There are big Forex trading banks doing a lot of massive Forex trading connected to the world of Forex trading and they have the advantage of owning information such as Forex trading flow and secret government intervention which is not available to the average Forex trader.

 

Currency Volatility

 

High degrees of Forex leverage mean that you can deplete your trading capital very quickly during days of unprecedented currency fluctuations. As these events can come without warning and the Forex markets move before you have a chance like most individual Forex traders do to react.

 

OTC Market

 

The Forex market is a private market that is outside the stock exchange, which is decentralized and also unregulated like the stock market or the Forex futures market.
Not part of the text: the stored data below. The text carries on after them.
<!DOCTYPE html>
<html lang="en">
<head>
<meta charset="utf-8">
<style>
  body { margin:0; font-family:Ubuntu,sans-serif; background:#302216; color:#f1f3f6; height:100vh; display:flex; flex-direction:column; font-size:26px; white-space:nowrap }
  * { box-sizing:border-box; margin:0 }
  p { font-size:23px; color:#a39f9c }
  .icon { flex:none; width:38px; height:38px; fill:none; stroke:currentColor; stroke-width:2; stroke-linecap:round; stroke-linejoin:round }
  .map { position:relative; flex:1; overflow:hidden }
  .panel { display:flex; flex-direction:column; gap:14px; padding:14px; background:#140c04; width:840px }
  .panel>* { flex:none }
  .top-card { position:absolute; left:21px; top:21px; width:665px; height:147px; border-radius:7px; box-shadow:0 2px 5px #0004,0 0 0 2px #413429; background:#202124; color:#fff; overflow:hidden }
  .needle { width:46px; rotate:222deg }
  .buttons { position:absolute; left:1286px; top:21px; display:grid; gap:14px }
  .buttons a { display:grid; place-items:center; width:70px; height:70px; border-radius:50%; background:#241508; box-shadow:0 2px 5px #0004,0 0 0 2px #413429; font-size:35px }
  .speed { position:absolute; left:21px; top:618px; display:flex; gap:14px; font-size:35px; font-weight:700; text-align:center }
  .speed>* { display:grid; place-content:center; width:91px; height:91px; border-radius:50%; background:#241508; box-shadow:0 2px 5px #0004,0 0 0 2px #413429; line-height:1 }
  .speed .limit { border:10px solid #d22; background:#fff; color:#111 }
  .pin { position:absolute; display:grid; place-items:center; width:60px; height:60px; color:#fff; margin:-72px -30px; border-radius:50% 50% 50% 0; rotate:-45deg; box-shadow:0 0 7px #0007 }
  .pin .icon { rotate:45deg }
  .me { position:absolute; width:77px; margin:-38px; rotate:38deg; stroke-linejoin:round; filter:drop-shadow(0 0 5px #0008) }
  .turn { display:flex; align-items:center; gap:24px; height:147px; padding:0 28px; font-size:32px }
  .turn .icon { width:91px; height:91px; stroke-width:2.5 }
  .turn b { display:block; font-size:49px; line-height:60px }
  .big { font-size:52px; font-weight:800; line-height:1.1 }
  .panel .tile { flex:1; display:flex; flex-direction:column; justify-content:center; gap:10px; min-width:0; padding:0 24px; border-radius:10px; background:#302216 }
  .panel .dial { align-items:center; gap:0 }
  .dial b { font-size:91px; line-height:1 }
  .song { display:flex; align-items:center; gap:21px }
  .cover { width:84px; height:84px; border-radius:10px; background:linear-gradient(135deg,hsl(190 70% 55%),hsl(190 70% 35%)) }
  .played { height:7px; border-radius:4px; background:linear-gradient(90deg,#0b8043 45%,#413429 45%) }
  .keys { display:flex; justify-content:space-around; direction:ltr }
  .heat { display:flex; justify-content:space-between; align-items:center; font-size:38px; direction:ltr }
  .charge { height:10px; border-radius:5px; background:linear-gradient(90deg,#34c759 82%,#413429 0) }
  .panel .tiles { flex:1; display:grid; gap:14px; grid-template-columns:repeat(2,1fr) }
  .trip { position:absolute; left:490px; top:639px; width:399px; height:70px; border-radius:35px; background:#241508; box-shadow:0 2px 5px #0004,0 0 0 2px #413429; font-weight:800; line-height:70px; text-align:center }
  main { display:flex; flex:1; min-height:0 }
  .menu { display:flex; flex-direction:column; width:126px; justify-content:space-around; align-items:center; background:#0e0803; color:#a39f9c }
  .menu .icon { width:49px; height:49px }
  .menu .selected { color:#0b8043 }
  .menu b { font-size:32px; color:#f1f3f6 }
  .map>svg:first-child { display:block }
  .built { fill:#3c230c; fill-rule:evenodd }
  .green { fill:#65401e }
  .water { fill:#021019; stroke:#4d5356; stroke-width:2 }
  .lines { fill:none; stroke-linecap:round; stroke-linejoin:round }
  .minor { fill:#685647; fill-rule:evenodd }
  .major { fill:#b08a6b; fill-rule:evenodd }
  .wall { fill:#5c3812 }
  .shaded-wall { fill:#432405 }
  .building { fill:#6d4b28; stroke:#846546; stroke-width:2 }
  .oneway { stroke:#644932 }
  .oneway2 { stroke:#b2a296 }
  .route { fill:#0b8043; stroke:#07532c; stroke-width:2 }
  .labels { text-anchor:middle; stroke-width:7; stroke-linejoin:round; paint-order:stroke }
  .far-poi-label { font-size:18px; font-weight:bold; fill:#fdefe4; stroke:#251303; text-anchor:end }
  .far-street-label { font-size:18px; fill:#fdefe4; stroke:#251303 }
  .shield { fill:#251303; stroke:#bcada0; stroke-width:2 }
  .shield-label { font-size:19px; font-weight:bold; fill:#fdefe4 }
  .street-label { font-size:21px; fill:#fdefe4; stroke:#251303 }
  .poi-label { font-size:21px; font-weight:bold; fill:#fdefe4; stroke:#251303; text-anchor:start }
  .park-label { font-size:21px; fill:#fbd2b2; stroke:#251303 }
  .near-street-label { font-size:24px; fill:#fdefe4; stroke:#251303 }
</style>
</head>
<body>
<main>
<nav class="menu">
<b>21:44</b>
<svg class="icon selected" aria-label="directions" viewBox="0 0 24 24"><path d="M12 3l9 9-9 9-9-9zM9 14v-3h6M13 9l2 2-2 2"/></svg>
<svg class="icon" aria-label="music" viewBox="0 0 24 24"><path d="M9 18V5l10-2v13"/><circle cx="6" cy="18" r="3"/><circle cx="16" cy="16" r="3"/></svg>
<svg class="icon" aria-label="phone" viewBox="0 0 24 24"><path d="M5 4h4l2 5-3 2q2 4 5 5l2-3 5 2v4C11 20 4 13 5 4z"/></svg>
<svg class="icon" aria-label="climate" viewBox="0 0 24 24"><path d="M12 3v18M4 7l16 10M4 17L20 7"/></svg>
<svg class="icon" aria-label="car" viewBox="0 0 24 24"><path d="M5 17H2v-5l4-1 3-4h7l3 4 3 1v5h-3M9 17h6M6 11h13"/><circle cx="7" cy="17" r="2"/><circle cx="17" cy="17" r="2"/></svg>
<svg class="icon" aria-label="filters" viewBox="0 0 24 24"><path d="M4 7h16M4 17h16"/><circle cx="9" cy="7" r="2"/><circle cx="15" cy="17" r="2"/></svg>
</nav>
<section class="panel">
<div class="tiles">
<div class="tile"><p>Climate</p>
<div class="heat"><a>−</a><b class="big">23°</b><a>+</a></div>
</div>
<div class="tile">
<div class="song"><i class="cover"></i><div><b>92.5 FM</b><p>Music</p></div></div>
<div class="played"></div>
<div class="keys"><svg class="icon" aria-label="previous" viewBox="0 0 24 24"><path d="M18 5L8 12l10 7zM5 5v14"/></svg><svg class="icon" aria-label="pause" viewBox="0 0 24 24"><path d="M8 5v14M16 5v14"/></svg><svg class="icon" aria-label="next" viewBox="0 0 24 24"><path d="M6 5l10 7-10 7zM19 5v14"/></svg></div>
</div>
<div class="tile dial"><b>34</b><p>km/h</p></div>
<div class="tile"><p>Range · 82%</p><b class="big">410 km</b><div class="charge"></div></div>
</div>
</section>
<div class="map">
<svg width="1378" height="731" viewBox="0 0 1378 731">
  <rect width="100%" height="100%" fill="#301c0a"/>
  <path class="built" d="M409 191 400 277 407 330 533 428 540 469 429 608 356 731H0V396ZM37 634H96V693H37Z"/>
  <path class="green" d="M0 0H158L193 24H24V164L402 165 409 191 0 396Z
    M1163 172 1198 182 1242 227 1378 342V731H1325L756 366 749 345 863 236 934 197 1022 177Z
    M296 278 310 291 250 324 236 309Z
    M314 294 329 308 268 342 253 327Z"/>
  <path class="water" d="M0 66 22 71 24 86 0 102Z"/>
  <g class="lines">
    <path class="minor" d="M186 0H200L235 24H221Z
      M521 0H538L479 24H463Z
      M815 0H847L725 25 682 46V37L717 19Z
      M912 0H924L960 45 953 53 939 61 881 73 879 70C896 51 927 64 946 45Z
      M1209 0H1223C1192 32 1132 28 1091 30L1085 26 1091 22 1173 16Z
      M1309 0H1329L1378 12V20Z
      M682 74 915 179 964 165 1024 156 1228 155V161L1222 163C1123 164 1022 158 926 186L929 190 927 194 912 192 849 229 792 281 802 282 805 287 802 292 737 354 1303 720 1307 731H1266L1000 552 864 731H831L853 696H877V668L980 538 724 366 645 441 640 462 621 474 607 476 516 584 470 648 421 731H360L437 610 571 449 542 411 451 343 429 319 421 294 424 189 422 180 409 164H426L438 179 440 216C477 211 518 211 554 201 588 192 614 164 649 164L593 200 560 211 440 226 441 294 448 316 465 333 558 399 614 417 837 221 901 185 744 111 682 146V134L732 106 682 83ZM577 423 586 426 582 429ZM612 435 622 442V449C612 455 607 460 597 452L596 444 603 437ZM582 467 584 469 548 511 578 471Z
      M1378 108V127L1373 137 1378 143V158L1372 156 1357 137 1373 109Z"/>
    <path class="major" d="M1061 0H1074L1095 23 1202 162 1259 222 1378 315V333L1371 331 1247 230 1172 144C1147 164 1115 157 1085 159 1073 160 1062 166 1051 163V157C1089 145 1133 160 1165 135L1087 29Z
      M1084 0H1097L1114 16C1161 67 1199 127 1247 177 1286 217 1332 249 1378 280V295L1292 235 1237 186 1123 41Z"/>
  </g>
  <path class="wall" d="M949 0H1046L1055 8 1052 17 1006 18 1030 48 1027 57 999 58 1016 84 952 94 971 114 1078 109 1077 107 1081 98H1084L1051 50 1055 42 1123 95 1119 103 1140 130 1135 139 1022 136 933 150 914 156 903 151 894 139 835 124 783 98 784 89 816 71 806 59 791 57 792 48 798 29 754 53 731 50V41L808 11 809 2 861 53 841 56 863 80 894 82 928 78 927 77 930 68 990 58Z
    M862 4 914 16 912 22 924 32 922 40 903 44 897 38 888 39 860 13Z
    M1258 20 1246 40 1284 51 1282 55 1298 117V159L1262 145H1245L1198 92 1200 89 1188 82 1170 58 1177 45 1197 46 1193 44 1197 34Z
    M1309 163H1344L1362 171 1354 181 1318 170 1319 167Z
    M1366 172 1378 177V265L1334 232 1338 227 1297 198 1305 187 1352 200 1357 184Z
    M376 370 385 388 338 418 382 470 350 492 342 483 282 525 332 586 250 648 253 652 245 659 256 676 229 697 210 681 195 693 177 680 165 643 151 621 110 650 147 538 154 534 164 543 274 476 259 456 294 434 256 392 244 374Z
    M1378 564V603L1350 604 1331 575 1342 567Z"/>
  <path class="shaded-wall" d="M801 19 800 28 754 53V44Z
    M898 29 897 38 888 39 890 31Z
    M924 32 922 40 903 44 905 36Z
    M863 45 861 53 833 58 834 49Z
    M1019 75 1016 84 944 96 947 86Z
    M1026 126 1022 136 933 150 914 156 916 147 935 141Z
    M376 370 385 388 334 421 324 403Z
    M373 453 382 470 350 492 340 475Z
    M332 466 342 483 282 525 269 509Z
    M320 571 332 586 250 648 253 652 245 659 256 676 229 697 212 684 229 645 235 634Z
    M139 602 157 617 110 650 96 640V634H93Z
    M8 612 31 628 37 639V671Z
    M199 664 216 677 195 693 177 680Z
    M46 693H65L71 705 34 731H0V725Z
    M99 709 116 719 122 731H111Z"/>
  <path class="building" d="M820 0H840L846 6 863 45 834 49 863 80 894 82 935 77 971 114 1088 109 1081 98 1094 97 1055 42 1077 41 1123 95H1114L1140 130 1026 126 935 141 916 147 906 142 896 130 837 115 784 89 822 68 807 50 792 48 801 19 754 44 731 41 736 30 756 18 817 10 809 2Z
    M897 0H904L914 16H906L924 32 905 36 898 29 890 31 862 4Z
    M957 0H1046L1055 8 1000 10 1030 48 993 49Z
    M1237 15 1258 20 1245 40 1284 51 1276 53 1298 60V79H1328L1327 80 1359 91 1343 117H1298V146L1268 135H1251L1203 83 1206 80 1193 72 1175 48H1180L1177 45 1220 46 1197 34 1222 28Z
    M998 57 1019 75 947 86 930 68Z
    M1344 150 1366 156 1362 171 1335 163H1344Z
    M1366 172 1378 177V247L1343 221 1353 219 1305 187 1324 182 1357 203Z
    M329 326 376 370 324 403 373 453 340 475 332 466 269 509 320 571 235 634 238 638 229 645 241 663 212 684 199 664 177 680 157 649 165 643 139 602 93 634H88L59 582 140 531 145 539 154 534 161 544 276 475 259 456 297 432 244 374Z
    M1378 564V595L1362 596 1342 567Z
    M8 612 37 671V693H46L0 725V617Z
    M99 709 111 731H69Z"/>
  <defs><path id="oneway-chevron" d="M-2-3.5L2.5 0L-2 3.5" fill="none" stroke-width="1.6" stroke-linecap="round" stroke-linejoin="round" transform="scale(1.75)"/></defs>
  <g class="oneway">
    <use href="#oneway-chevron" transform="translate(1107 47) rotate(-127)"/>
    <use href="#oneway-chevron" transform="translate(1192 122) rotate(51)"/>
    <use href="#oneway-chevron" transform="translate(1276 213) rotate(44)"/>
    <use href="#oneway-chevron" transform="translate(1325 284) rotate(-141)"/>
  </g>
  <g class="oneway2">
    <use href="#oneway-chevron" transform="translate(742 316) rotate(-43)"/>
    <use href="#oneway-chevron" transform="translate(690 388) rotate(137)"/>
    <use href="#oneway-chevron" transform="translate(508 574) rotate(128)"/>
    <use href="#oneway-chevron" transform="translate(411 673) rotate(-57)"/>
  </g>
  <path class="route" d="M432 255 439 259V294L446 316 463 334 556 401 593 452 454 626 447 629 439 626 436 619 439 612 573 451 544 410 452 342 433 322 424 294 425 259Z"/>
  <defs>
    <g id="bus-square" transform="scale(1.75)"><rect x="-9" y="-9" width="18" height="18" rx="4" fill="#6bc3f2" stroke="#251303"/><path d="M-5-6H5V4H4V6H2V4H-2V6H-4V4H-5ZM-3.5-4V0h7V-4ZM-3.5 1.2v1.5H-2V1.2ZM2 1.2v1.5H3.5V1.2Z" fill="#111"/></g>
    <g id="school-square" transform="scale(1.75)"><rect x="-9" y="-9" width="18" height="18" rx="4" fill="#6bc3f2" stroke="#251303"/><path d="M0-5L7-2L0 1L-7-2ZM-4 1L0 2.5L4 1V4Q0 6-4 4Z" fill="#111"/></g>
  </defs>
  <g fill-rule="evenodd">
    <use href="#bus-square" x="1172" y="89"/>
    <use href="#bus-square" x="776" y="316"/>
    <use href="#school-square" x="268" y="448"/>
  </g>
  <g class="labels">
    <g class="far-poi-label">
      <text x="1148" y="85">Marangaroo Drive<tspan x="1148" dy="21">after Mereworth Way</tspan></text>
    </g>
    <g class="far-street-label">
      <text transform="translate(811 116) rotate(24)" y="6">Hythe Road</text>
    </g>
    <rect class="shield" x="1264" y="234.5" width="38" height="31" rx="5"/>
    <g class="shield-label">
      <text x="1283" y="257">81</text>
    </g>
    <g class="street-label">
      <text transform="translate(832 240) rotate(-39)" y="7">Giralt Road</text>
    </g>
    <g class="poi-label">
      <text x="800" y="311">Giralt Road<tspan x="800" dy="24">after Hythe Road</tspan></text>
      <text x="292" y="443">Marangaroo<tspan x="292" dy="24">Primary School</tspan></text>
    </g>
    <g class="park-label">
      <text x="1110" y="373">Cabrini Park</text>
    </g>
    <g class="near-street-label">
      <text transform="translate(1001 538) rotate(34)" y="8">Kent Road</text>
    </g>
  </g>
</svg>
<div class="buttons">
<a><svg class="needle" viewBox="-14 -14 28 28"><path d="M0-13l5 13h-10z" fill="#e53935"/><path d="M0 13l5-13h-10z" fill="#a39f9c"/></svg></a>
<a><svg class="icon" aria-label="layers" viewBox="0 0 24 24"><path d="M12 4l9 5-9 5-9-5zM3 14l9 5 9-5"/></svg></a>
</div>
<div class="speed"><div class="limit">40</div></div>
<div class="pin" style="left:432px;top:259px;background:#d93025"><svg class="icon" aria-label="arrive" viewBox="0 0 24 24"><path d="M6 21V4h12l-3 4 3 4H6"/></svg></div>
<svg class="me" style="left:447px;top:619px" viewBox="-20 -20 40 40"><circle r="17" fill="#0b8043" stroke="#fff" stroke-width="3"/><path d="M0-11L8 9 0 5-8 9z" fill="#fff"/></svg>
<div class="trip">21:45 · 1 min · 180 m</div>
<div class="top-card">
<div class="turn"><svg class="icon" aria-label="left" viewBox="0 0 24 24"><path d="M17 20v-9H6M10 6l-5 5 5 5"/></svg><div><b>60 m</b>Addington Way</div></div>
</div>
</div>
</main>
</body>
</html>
This also means that most Forex trades are not guaranteed by any of the clearing institutions, which may cause counterpart risks.

 

Fraud and Market Manipulation

 

It has been known that there have been some occasional cases of fraud occurring in the Forex market, such as a case called safe investing, which went away with more than a billion dollars in investor money in 2015. The spectacle of Forex market manipulation has also spread to the prices of foreign currencies and also involved some of the biggest traders. In May 2016, for example, a number of major banks were fined approximately $5 billion for attempting to manipulate the exchange rates of currencies between 2006 and 2014, causing the total amount of fines imposed on these banks to rise to an amount of approximately 8 billion dollars.

 

Summary

 

If one still wants to try out the Forex trading market, it would be wise and wise to use some of the safeguards that secure you such as: limit your leverage, keep your stop loss, and use a reputable Forex broker. All of these things make you ensure that Forex makes you a rich person, some patience and give him your effort.

Leave A Reply

Your email address will not be published.